Multilingual Document Support

resplin
Intermediate
0 0 8,562

Obsolete Pages{{Obsolete}}


Overview


This page discusses the multilingual capabilities of the core Alfresco repository. Translating the Alfresco interfaces is discussed on the page Language Packs.

Information about how Alfresco user interfaces handle multilingual content is here:


Alfresco supports multilingual at many levels:


  • Multilingual Text Properties
    • It is possible to declare text properties that support multilingual values.
    • Backward compatibility is maintained with existing API clients and metadata using a specific interceptor.
  • Grouping of Translations
    • A data model will be defined for managing documents and their translations.
    • A service was written to support the management of the translation structure.
      • The AnalysisMode
      • The Indexing Analysis mode
      • The Indexing Analysis mode
  • Locale-specific Filtering
    • Where required, multilingual (ML) text fields will be filtered to the user's preference.
    • Document translations will be filtered out according to the the user's preference.
    • Searching
    • Searching on Multilingual properties.
    • Searching on content in a particular language

There are two locale properties on content:


  • sys:locale
  • cm:content.locale which is dependent on the user's locale settings (if the client's locale preference is set to 'de', any content uploaded is set to 'de' even if the sys:locale is set to something else)
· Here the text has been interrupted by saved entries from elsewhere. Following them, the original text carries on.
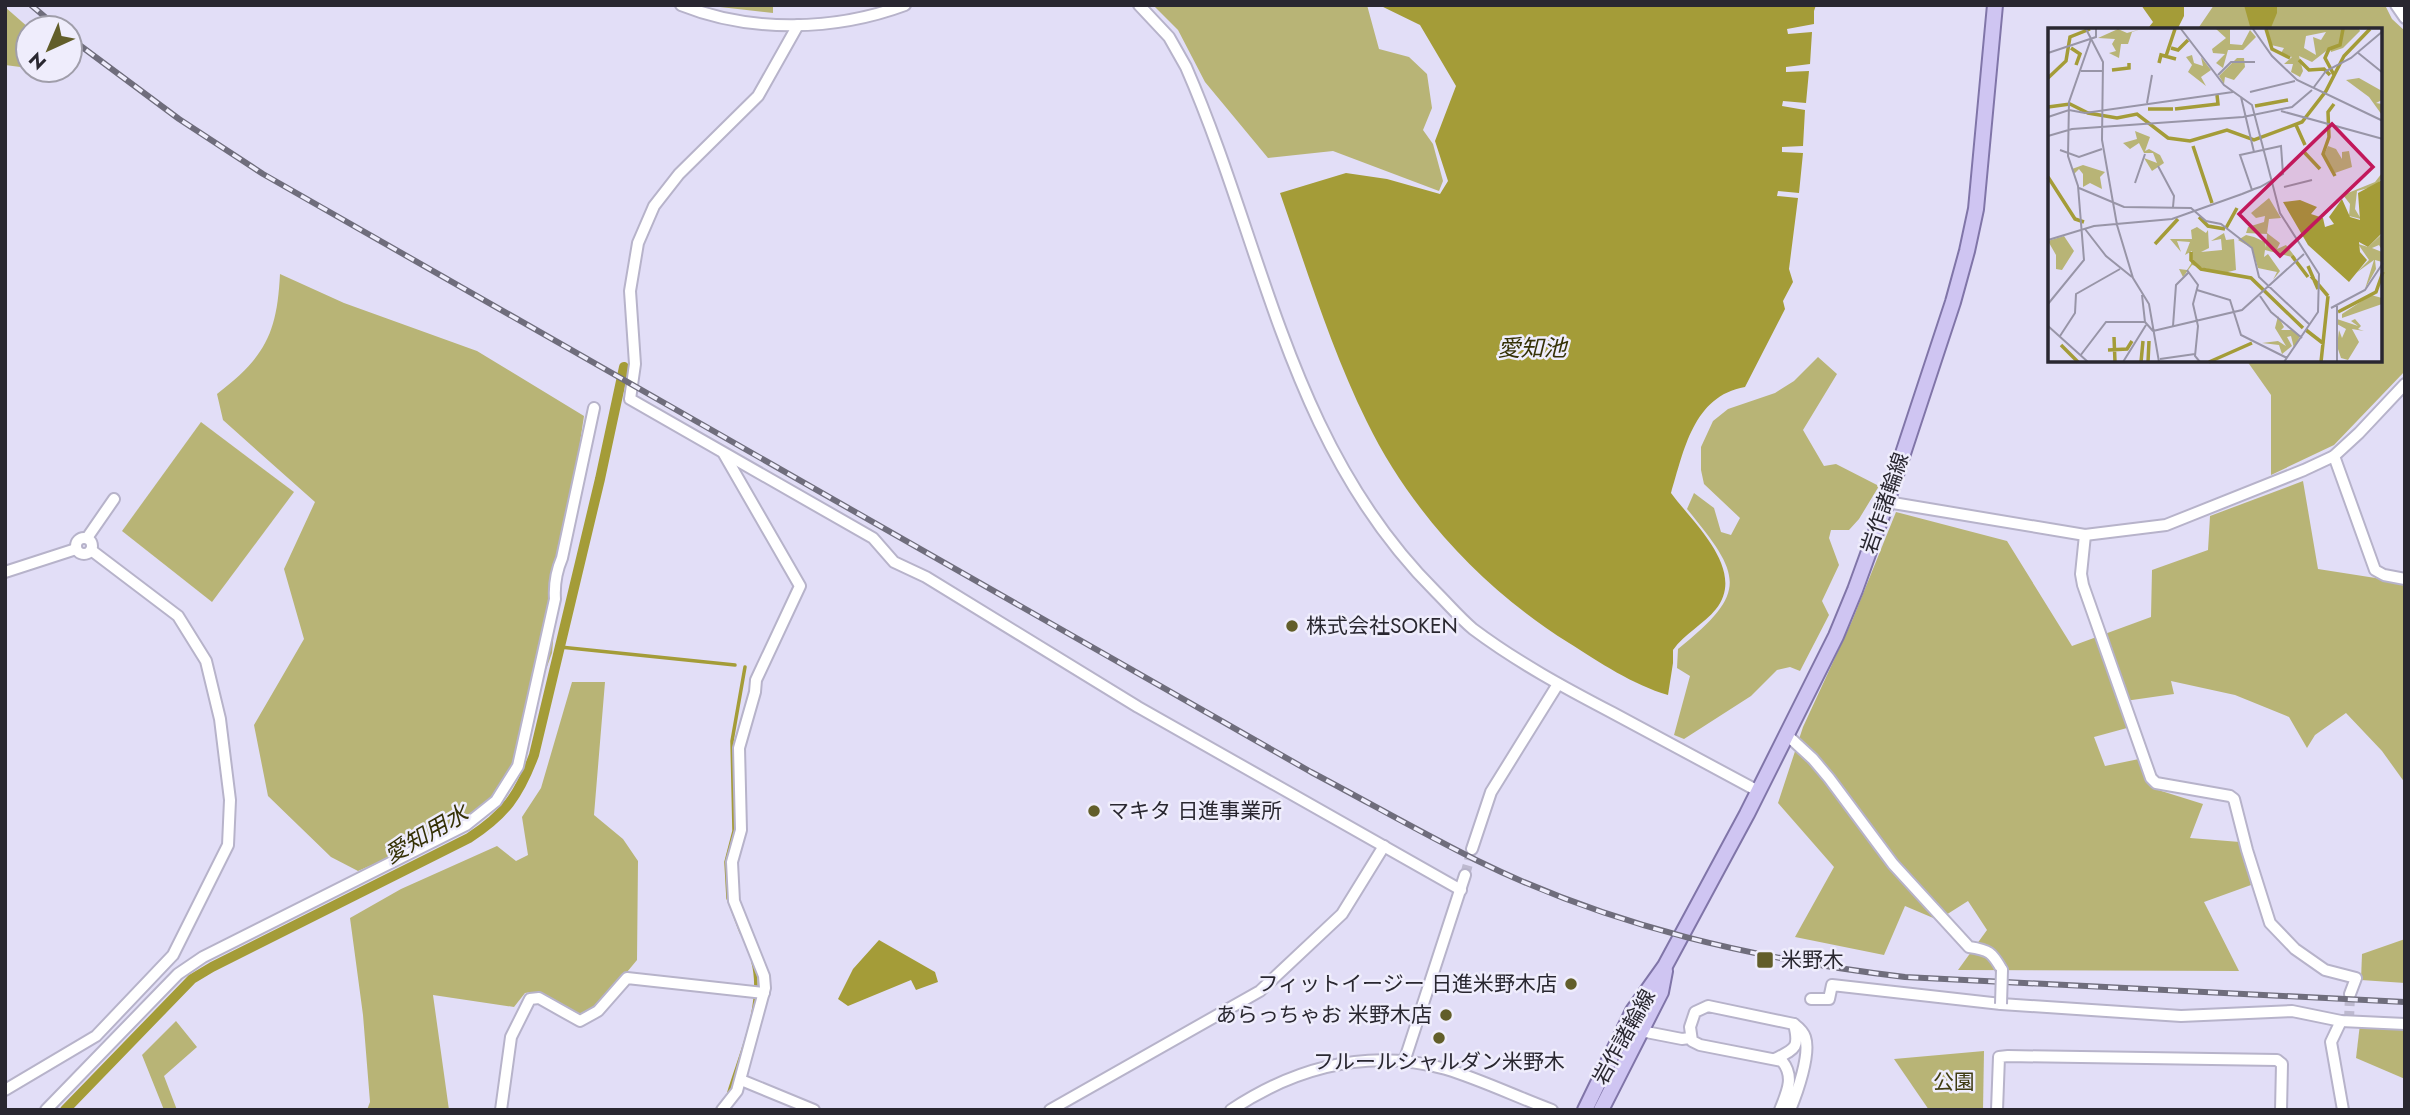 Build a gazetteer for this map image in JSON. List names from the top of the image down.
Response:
{
  "streets": {
    "main road": ["岩作諸輪線"]
  },
  "water": ["愛知池", "愛知用水"],
  "parks": ["公園"],
  "places": {
    "other": [
      "株式会社SOKEN",
      "マキタ 日進事業所",
      "フィットイージー 日進米野木店",
      "あらっちゃお 米野木店",
      "フルールシャルダン米野木"
    ],
    "transit": ["米野木"]
  },
  "north": "bottom left"
} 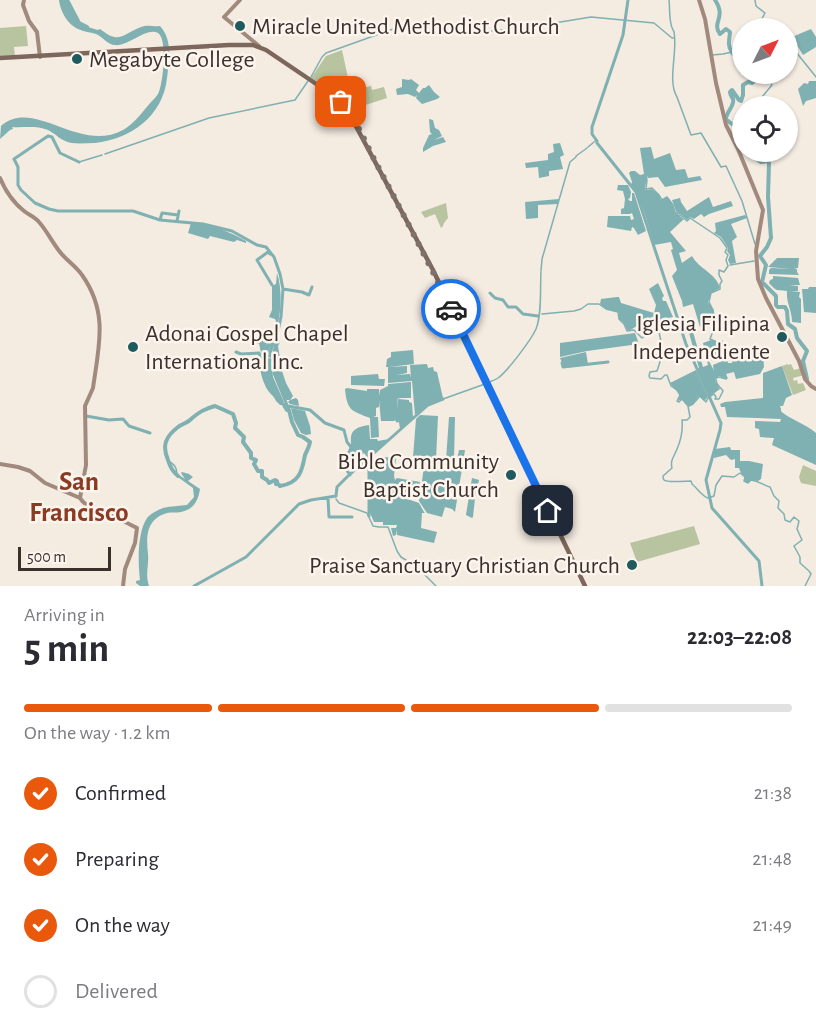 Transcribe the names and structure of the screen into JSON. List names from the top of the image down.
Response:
{
  "districts": ["San Francisco"],
  "places": [
    "Miracle United Methodist Church",
    "Megabyte College",
    "Iglesia Filipina Independiente",
    "Adonai Gospel Chapel International Inc.",
    "Bible Community Baptist Church",
    "Praise Sanctuary Christian Church"
  ],
  "scale_bar": "500 m",
  "north": "top right",
  "page": {
    "scale": "500 m",
    "heading": ["5 min", "Arriving in", "22:03–22:08"],
    "bar": "On the way · 1.2 km",
    "list": [
      ["Confirmed", "21:38"],
      ["Preparing", "21:48"],
      ["On the way", "21:49"],
      "Delivered"
    ]
  }
} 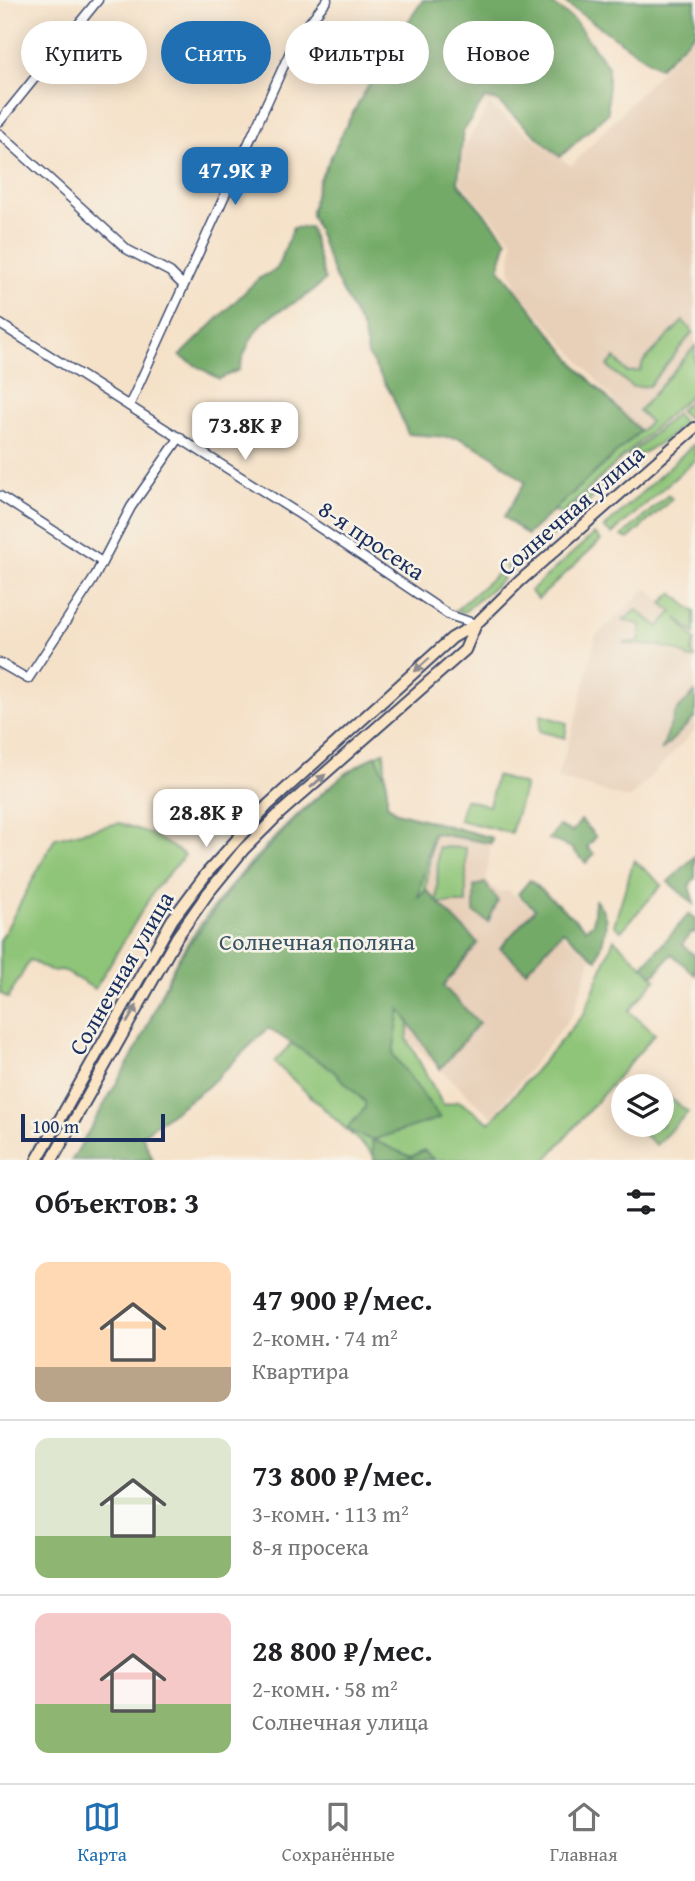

This page refers to example code contained in this archive: FirstFoundationMultilingual.7z.sample


Multilingual Text Properties


Dictionary Support


  • The definition of a d:mltext data type.
  • Modification of the existing cm:title and cm:description

Persistence Support


An elementary type d:mltext was added to the dictionary model
(dictionaryModel.xml). If one of your textual property needs to be localized,
use the d:mltext elementary type. The
MLPropertyInterceptor helps hiding and controlling the localized
node properties behavior. The MLPropertyInterceptor intercepts the
node service methods: getProperty, getProperties,
setProperties, setProperty. The interception mechanism can be activated or deactivated: setMLAware(false) activate the interceptor, setMLAware(true) deactivate the interceptor. It only impacts the current thread.

By positioning content Locale, you will tell the property interceptor what language you give to the setProperty method. The same is done for getProperty.

See: doEnterData1 in the given example.


Locale Support


I18NUtil controls the default locale and the content locale. setLocale(Locale locale) sets the locale for the current thread (ThreadLocal variable). setContentLocale(Locale locale) sets the locale for the content locale variable. The contentLocale variable controls what is the preference in terms of language for d:mltext properties and content.


AnalysisMode


Analysis modes will govern the way d:mltext properties will be indexed and searched.

Example: have a look in the FirstMLFoundationClient.doDemoAnalysisMode()

The possible values for AlalysisMode are:

LOCALE_ONLY
No expansion is performed, the locale value is kept has it is.

LOCALE_AND_ALL
Idem previous plus the empty locale representing all the existing locales.

LOCALE_AND_ALL_CONTAINING_LOCALES
If a locale is LANG_COUNTRY_VARIENT, it will be expanded to LANG_COUNTRY_VARIENT, LANG_COUNTRY, LANG_COUNTRY.

LOCALE_AND_ALL_CONTAINING_LOCALES_AND_ALL
Idem previous plus the empty locale symbolising all locales.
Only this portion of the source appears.